=== Section Start ===

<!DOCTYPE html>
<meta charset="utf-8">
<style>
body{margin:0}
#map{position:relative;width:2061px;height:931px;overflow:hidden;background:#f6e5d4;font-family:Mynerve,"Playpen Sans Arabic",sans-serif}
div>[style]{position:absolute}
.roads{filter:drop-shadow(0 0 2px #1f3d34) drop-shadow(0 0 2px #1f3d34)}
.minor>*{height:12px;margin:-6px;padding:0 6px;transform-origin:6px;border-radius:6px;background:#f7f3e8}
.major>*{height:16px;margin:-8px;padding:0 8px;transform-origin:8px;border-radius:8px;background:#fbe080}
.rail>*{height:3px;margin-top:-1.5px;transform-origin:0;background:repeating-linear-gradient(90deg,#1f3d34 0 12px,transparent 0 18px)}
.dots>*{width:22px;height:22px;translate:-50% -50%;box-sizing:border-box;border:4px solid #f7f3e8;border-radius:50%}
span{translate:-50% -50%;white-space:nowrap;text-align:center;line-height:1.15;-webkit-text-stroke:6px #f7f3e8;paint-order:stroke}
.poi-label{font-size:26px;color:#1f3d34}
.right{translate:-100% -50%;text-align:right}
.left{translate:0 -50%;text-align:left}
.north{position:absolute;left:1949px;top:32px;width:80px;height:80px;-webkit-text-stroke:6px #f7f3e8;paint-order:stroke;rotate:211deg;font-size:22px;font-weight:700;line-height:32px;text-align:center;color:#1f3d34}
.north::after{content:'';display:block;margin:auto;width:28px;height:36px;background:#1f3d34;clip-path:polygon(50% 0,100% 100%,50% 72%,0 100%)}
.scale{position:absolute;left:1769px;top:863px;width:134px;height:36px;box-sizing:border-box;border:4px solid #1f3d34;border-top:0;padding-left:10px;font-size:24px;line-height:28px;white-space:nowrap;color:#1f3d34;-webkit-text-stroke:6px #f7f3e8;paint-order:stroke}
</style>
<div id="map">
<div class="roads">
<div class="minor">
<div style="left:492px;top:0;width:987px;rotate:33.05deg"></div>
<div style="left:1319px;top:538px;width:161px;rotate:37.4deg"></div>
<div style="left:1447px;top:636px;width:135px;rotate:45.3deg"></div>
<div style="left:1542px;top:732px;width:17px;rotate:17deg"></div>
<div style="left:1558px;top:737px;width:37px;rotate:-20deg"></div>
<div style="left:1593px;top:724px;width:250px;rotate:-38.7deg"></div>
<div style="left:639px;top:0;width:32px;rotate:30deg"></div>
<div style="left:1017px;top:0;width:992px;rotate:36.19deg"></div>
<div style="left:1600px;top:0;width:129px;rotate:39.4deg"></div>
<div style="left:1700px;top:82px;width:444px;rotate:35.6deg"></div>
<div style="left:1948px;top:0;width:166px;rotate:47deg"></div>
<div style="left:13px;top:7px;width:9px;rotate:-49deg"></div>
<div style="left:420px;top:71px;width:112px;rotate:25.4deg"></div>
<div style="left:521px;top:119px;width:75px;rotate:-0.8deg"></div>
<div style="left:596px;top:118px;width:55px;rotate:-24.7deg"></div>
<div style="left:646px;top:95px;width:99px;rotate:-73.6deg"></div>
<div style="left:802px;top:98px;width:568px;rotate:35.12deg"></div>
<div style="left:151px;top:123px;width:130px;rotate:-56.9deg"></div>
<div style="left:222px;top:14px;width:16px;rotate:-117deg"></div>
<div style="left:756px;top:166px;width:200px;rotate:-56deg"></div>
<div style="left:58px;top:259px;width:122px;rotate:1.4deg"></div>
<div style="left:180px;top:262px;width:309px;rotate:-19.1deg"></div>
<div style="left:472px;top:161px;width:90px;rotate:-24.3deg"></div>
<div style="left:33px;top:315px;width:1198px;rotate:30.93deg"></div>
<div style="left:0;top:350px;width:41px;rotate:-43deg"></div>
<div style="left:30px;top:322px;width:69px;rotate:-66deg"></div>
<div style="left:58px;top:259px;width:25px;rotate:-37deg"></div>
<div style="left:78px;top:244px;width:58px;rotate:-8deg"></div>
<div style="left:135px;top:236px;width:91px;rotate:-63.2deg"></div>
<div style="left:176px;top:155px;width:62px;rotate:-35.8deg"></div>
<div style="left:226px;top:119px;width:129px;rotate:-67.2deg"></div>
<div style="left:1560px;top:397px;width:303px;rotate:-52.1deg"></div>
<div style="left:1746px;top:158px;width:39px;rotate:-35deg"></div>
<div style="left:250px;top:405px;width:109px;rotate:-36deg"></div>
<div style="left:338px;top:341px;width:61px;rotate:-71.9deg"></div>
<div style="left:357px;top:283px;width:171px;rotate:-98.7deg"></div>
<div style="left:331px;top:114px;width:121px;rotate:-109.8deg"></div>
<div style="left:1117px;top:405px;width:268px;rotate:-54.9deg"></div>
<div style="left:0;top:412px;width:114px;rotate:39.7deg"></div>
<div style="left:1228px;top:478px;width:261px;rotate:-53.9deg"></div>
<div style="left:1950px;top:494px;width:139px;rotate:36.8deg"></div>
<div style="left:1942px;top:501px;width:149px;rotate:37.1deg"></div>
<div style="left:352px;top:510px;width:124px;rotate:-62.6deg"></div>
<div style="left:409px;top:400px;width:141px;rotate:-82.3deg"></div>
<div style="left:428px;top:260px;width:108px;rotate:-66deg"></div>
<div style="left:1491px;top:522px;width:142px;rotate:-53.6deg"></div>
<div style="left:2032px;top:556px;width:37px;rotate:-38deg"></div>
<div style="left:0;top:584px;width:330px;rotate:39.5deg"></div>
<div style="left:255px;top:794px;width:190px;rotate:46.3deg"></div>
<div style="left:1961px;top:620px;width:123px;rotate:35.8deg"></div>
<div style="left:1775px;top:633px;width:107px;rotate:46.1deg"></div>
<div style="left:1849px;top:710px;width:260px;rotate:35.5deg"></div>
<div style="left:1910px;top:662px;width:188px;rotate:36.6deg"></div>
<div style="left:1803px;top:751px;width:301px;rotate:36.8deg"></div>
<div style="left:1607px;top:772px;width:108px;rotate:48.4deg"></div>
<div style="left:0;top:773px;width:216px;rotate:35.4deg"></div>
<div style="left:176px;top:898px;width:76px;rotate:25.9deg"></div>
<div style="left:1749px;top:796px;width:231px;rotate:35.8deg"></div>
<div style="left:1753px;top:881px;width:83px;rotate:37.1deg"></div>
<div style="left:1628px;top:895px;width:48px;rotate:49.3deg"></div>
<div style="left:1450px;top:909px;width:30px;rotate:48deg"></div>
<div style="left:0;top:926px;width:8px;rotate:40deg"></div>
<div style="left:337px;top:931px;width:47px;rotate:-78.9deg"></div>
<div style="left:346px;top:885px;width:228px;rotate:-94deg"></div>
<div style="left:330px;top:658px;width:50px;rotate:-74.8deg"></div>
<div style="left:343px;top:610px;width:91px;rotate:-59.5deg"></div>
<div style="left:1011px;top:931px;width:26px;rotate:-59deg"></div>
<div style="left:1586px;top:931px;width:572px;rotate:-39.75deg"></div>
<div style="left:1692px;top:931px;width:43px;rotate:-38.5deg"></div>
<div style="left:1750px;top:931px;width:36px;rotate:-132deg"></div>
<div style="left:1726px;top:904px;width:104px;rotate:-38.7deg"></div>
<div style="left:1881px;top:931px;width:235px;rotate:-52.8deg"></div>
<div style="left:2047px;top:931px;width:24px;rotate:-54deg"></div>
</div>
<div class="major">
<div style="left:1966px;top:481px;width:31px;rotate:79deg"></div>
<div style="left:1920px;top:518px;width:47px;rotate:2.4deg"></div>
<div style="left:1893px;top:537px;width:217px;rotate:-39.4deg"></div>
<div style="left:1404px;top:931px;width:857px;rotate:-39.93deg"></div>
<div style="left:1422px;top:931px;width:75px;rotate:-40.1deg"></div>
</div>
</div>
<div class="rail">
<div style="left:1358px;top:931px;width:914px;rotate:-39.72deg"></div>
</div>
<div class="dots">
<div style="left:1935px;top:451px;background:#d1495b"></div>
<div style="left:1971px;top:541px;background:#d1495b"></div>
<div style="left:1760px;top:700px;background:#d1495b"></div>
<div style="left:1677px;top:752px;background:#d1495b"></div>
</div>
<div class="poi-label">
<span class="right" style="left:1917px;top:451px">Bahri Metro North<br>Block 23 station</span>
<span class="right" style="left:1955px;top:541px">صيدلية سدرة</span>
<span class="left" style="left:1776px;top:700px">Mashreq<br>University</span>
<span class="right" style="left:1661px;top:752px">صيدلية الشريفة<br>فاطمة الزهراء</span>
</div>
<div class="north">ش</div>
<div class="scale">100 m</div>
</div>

=== Section End ===

_TASK DIRECTIONS_: Reproduce only what lies between the start of the listing above and the end of the line containing "2px #1f3d34) drop-shadow(0", keeping every line exact.

_EXPECTED ANSWER_:
<!DOCTYPE html>
<meta charset="utf-8">
<style>
body{margin:0}
#map{position:relative;width:2061px;height:931px;overflow:hidden;background:#f6e5d4;font-family:Mynerve,"Playpen Sans Arabic",sans-serif}
div>[style]{position:absolute}
.roads{filter:drop-shadow(0 0 2px #1f3d34) drop-shadow(0 0 2px #1f3d34)}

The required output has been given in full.